Salut à l’Ardenne

 

 

Salut, sauvage Ardenne ! ô vieux sol, vierge encore,

Où notre âme s’épure aux souffles de l’aurore,

Où le corps se ranime aux torrents des vallons ;

Où, fidèle au vrai Dieu, la terre vigoureuse,

Loin des pâles cités, garde une race heureuse

Et saine comme l’air dont s’enivrent tes monts !

 

Fais du poëte errant l’hôte de tes retraites ;

Dévoile tes douceurs et tes beautés secrètes :

Amant de la nature, il a fui la cité.

Son cœur m’est point ingrat, sa main porte la lyre ;

Dans les œuvres de Dieu, ses regards savent lire :

Ses chants seront le prix de l’hospitalité.

 

Le miel de tes ruchers, le lait de tes gémisses

De ma table feront les frugales délices ;

Et l’œuf délicieux et le seigle odorant,

Et la noisette blanche et la pourpre myrtille,

Et le beau fruit doré dont la ronce scintille,

Et le cresson mûri sur le bord du torrent.

 

Au matin, quand l’abeille, amante de la fagne,

Quitte l’étroit vallon pour la libre montagne,

J’irai, j’irai, comme elle, où les chants prennent cours.

Je surprendrai la nuit la danse des macralles (l) :

Elles m’enseigneront, de leurs voix sépulcrales,

La légende terrible et les sombres amours.

 

Ô bonheur de s’asseoir dans les hautes clairières,

De respirer le miel dans les fleurs des bruyères,

En dominant au loin d’immenses horizons ;

D’entendre bourdonner les abeilles folâtres,

Quand le bruit des torrents et les appels des pâtres

S’élèvent jusqu’à nous de buissons en buissons ;

 

De voir, dans les montants, ramper un char rustique,

Qu’un bœuf traîne du front, soumis au joug antique,

Et que guide un bouvier s’appuyant au brancard !

Tout le troupeau le suit, noir taureau, vache brune ;

Le chien, par ses abois, en fait bondir plus d’une,

Et la chèvre, en bêlant, flâne et broute à l’écart.

 

C’est le soir.
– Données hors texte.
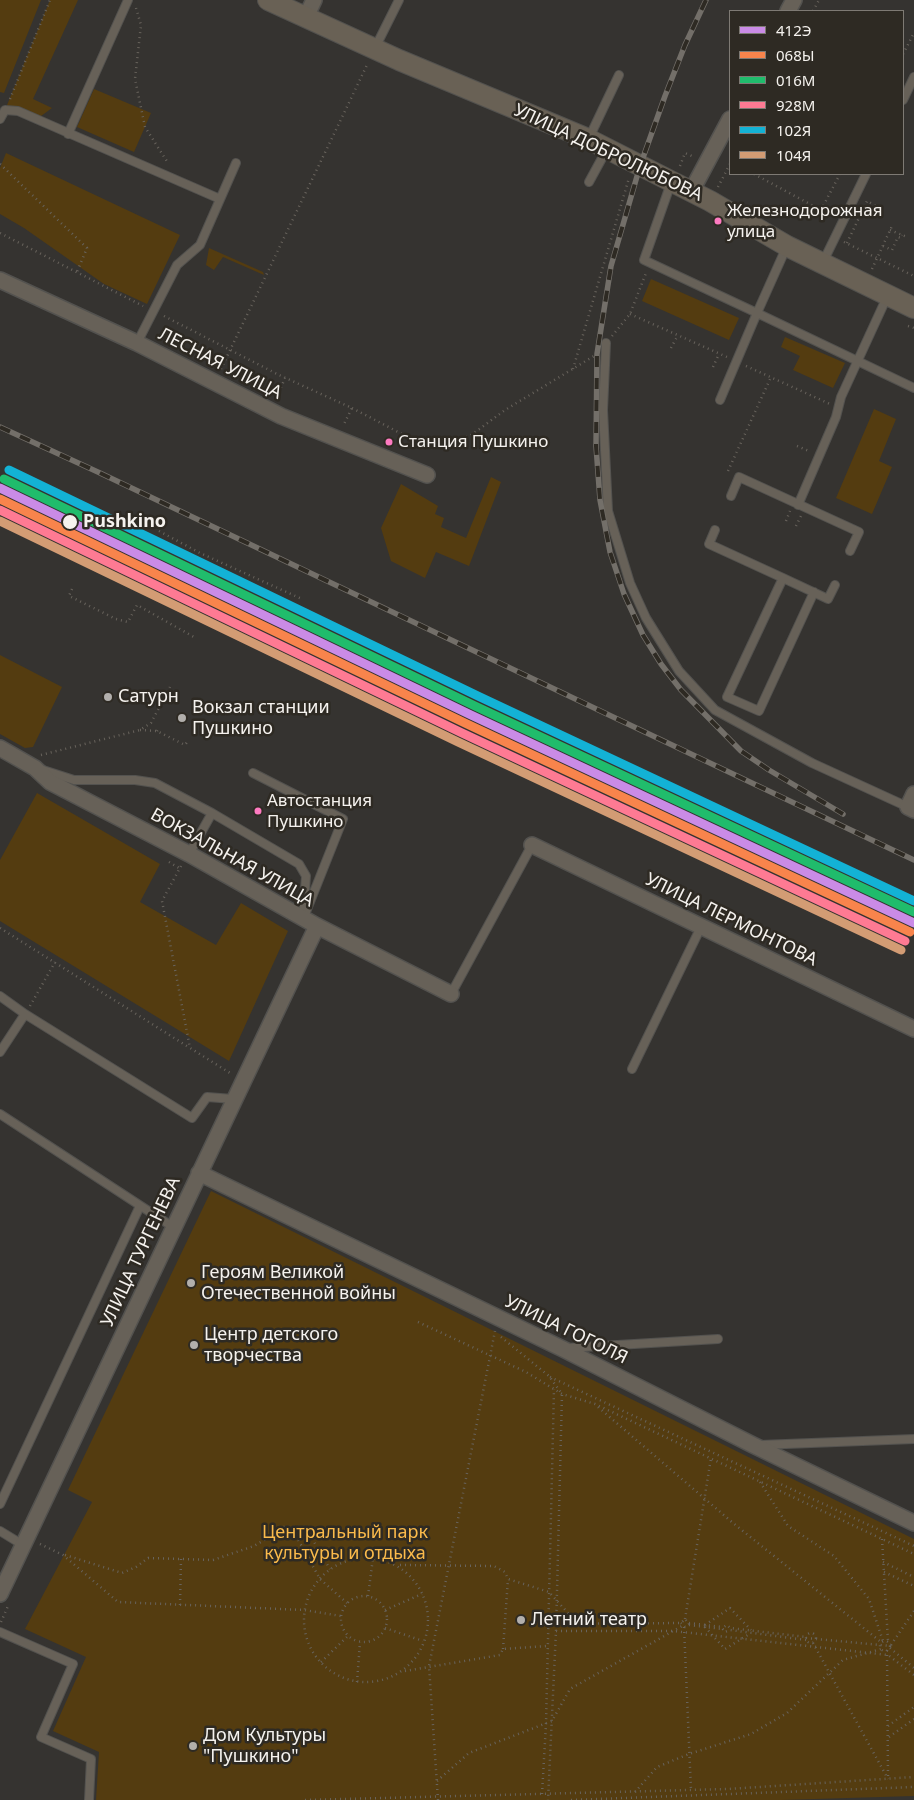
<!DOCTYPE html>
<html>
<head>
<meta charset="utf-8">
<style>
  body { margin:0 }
  #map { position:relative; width:914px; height:1800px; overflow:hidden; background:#353330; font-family:"Noto Sans",sans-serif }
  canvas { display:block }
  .legend { position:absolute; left:729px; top:10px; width:175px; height:165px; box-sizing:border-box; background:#2e2a23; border:1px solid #7e7a74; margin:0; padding:6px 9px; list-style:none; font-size:15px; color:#f5f2ee }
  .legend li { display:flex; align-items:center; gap:10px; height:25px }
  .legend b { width:25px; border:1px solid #7e7a74 }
</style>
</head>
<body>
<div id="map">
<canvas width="914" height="1800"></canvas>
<ul class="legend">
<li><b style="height:6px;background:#ca8be6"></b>412Э</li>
<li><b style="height:6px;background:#f8844c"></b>068Ы</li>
<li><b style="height:6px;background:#20bc6c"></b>016М</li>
<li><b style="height:6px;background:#fe7a93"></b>928М</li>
<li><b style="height:6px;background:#13b2d5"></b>102Я</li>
<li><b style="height:6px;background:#d39c74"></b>104Я</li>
</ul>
</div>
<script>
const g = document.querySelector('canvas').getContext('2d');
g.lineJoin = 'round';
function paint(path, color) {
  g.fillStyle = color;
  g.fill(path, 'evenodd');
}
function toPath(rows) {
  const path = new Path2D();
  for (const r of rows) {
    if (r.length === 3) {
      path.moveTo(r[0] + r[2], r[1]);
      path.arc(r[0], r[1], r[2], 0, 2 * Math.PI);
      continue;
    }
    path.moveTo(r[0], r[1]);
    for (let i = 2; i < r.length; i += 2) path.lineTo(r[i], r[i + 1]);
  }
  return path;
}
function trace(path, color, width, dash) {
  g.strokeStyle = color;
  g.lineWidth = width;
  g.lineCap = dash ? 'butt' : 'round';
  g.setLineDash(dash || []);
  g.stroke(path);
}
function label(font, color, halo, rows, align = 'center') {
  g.font = font + ' "Noto Sans",sans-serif';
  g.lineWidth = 5;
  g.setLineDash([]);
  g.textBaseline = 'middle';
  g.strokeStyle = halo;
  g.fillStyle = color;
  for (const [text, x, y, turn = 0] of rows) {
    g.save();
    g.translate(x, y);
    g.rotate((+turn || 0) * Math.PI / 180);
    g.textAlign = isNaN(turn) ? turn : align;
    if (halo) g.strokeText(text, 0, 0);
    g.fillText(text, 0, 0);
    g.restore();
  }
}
paint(toPath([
  [0,0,41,0,4,93,0,92],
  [50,0,78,0,33,99,52,108,37,119,5,110],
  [94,89,151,113,134,152,77,127],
  [6,153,180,235,147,304,104,284,24,228,0,214,0,168],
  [209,248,263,272,264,275,223,257,214,270,206,265],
  [651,279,739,318,729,340,642,301],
  [785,337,845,363,833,388,793,370,800,356,781,347],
  [874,409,896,419,879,461,892,467,872,514,836,498],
  [491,477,501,482,469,566,436,552,425,578,391,561,381,528,401,484,438,506,435,514,444,518,441,527,466,538],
  [0,655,62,687,33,747,25,748,0,734],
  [37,793,160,864,140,902,216,945,241,903,288,931,229,1061,0,921,0,860],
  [211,1191,914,1539,914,1796,782,1800,96,1800,99,1752,53,1731,86,1657,25,1629,92,1502,68,1490]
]), '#543c10');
const lane = toPath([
  [375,48,399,0],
  [903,100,914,77],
  [0,119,5,110,18,111,220,199],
  [68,134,128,0],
  [589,138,619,75],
  [589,182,607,149],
  [671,183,644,260,757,313,787,246],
  [823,262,866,174],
  [137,343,177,265,200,245,236,163],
  [606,343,603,410,608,511,630,583,646,618,679,671,715,710,812,763,908,807],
  [720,400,757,313,914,388],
  [731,496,739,477,859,532,850,551],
  [798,505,836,417,841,397,887,297],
  [715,530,709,544,783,578,828,599,835,585],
  [783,578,727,697,759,711,814,592],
  [43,770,74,780,135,780,155,783,212,813,299,864,306,876,303,918],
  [253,773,343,819,306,912],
  [189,854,212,813],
  [451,994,532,845],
  [0,996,25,1014,0,1052],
  [25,1014,192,1118,207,1097,233,1099],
  [632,1069,701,927],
  [0,1114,173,1227],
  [567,1348,718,1339],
  [760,1445,914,1439],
  [0,1504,140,1206],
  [0,1531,23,1545],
  [0,1632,73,1664,41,1737,91,1759,89,1800]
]);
const street = toPath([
  [788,11,794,0],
  [306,17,314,0],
  [691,192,730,119],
  [0,280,137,343,281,416,427,475],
  [0,748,35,768,50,782,189,854,317,926,451,994],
  [914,794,908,807,914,810],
  [532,845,914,1029],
  [199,1173,563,1349,753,1445,914,1523],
  [0,1594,317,926]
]);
const secondary = toPath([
  [268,0,399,60,588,139,710,201,787,246,914,308]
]);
trace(lane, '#53524f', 10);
trace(street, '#53524f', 18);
trace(secondary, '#53524f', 22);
trace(toPath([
  [136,8,141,25,135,79,145,127,168,163],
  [813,11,819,0],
  [903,54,914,33],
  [10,99,50,0],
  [0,164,87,248,77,272],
  [680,166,685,153,694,157],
  [754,174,834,217],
  [718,187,730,164],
  [821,210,840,174],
  [890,230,907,237],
  [0,233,143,306],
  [844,242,914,276],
  [847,243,867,201,876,206],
  [883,246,892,250,898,237,901,238,902,235],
  [872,269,892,226],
  [630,314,727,357],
  [164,316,279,375,352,408,343,426],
  [908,326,914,328],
  [612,336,630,314,646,273],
  [671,348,678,335],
  [746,366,830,404],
  [713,367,719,354],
  [221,369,368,63],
  [573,369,629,178],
  [277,397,285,378],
  [352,408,427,447,470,436,505,410,594,356],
  [797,446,809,451],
  [728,471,771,377],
  [786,521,790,511],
  [796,526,801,516],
  [159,531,200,553,302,599],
  [72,589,69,596,116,619,128,622,137,605,194,637],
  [140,730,157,731,185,745,188,741],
  [157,731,160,727],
  [41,755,140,730,151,723,170,687],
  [169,862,179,868],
  [181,866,162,901,190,1048,230,1073],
  [0,928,190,1048],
  [30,1006,55,962],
  [418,1322,526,1372,562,1394,595,1404,914,1554],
  [501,1337,549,1376,562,1394,556,1631,548,1800],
  [550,1377,914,1546],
  [598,1407,733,1523,881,1642],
  [760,1482,788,1526,834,1556,869,1599,883,1641],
  [291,1527,320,1579,347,1603],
  [882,1539,888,1641],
  [40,1544,63,1555,118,1602,304,1610,341,1616],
  [65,1555,122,1573,136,1567,148,1558,213,1560,254,1546,266,1539,277,1527,305,1527,330,1569],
  [366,1620,62],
  [883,1562,914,1577],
  [400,1565,494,1566,505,1572,508,1579,549,1592,577,1623],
  [884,1572,914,1586],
  [364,1619,23],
  [368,1596,373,1558],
  [180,1605,181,1559],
  [385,1610,422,1594],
  [685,1619,711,1458],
  [1,1622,8,1606],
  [689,1623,722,1627],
  [548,1624,681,1623,685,1619,689,1624,685,1627,681,1623],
  [689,1625,722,1629],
  [705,1625,730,1608,751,1630],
  [684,1627,691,1790],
  [705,1627,725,1649,751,1633],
  [385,1628,423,1641],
  [556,1631,673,1631,888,1655,914,1675],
  [811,1638,5],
  [806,1638,891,1646],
  [806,1640,730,1630,725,1632,722,1628,727,1625,730,1628,806,1637],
  [885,1646,5],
  [813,1643,888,1779],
  [891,1645,914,1611],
  [890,1648,914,1668],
  [503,1649,508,1579],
  [887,1650,888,1777],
  [321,1662,348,1636],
  [405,1671,500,1655,503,1649,547,1646],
  [357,1682,360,1642],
  [888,1726,914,1707],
  [889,1737,914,1719],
  [437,1781,469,1753,552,1721,570,1689,682,1626],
  [635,1792,657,1767,689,1754,751,1734,787,1713,843,1660,881,1649],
  [542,1794,546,1724,554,1389],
  [305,1800,728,1789,914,1777],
  [438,1800,429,1666,495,1331],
  [571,1800,914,1787]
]), '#68635c', 2.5, [1, 4]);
trace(lane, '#676158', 8);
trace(street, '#676158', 15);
trace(secondary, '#696155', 20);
const rail = toPath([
  [706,0,685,45,665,96,640,166,611,266,597,354,596,446,600,500,610,552,624,594,643,635,661,664,681,690,741,751,769,770,843,814],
  [0,427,100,473,914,860]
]);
trace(rail, '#736f69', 5.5);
trace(rail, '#2e2a23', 4, [11]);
trace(toPath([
  [0,488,471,715,914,923]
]), '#ca8be6', 9);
trace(toPath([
  [0,499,467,724,910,932]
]), '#f8844c', 9);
trace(toPath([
  [4,479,475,706,914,912]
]), '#20bc6c', 9);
trace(toPath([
  [0,510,462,733,905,941]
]), '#fe7a93', 9);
trace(toPath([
  [9,470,480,697,914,901]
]), '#13b2d5', 9);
trace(toPath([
  [0,521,458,742,901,950]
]), '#d39c74', 9);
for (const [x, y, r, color] of [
  [718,221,4.5,"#fe7ac1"],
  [389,442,4.5,"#fe7ac1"],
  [70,522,8,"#f5f2ee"],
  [108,697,5,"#b2afac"],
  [182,718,5,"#b2afac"],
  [258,811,4.5,"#fe7ac1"],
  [191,1283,5,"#b2afac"],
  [194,1345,5,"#b2afac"],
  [521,1620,5,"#b2afac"],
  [193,1746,5,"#b2afac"]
]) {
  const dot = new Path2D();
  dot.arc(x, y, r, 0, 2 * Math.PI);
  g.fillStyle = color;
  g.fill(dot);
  trace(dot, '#2e2a23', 2);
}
label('17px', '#f5f2ee', '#2e2a23', [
  ["Железнодорожная",727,211],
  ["улица",727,232],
  ["Станция Пушкино",398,442],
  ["Автостанция",267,801],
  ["Пушкино",267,822]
], 'left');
label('18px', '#f5f2ee', '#2e2a23', [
  ["УЛИЦА ДОБРОЛЮБОВА",608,153,25],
  ["ЛЕСНАЯ УЛИЦА",220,364,27],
  ["ВОКЗАЛЬНАЯ УЛИЦА",232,858,29],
  ["УЛИЦА ЛЕРМОНТОВА",731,920,26],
  ["УЛИЦА ТУРГЕНЕВА",141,1252,-65],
  ["УЛИЦА ГОГОЛЯ",566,1330,26]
]);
label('bold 18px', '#f5f2ee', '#2e2a23', [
  ["Pushkino",83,522]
], 'left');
label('18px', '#f5f2ee', '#2e2a23', [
  ["Сатурн",118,697],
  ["Вокзал станции",192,708],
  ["Пушкино",192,729],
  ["Героям Великой",201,1273],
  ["Отечественной войны",201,1294],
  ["Центр детского",204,1335],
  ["творчества",204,1356],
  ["Летний театр",531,1620],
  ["Дом Культуры",203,1736],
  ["\"Пушкино\"",203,1757]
], 'left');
label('18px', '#faba4b', '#2e2a23', [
  ["Центральный парк",345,1533],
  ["культуры и отдыха",345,1554]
]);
</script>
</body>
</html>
Les lointains bleuissent dans la brume.

Les parfums pénétrants d’un champ d’essarts qui fume

 

(l) Nom wallon des sorcières.

 

Suivent du lit des eaux les contours tortueux.

Ces brasiers qui des monts illuminent les crêtes

Y brillent comme un chœur de rougeâtres planètes,

Et Vénus à l’œil d’or chemine au-dessus d’eux.

 

Ô filles du pays, ô vierges de l’Amblève !

Votre œil noir est plus doux que l’astre qui se lève.

Accordez au poëte un regard protecteur :

C’est tout ce qu’il demande en ses chants éphémères ;

Car vos cœurs, héritiers des vertus de vos mères,

Dédaignent de répondre au discours séducteur.

 

Ce n’est que pour l’amour que votre foi se donne.

Dans le hideux trafic où l’honneur s’abandonne,

Votre sang chaste et fier ne se souillera pas.

Pauvres comme le sol qui nourrit vos familles,

Vous ne récompensez, comme lui, nobles filles,

Que l’homme qui vous livre et son âme et ses bras.

 

Ô vieille Ardenne ! heureux qui, né dans tes montagnes,

Des paternelles mœurs fait ses rudes compagnes,

Et porte à sa patrie un amour convaincu ;

Qui, libre sous son toit, n’y reconnaît pour maître

Que le Dieu des vaillants, le Dieu qui l’a fait naître

Au pays où jadis ses pères ont vécu !

 

 

 

Eugène DUBOIS.

 

Recueilli dans Anthologie belge, publiée sous le patronage du roi

par Amélie Struman-Picard et Godefroid Kurth,

professeur à l’Université de Liège, 1874.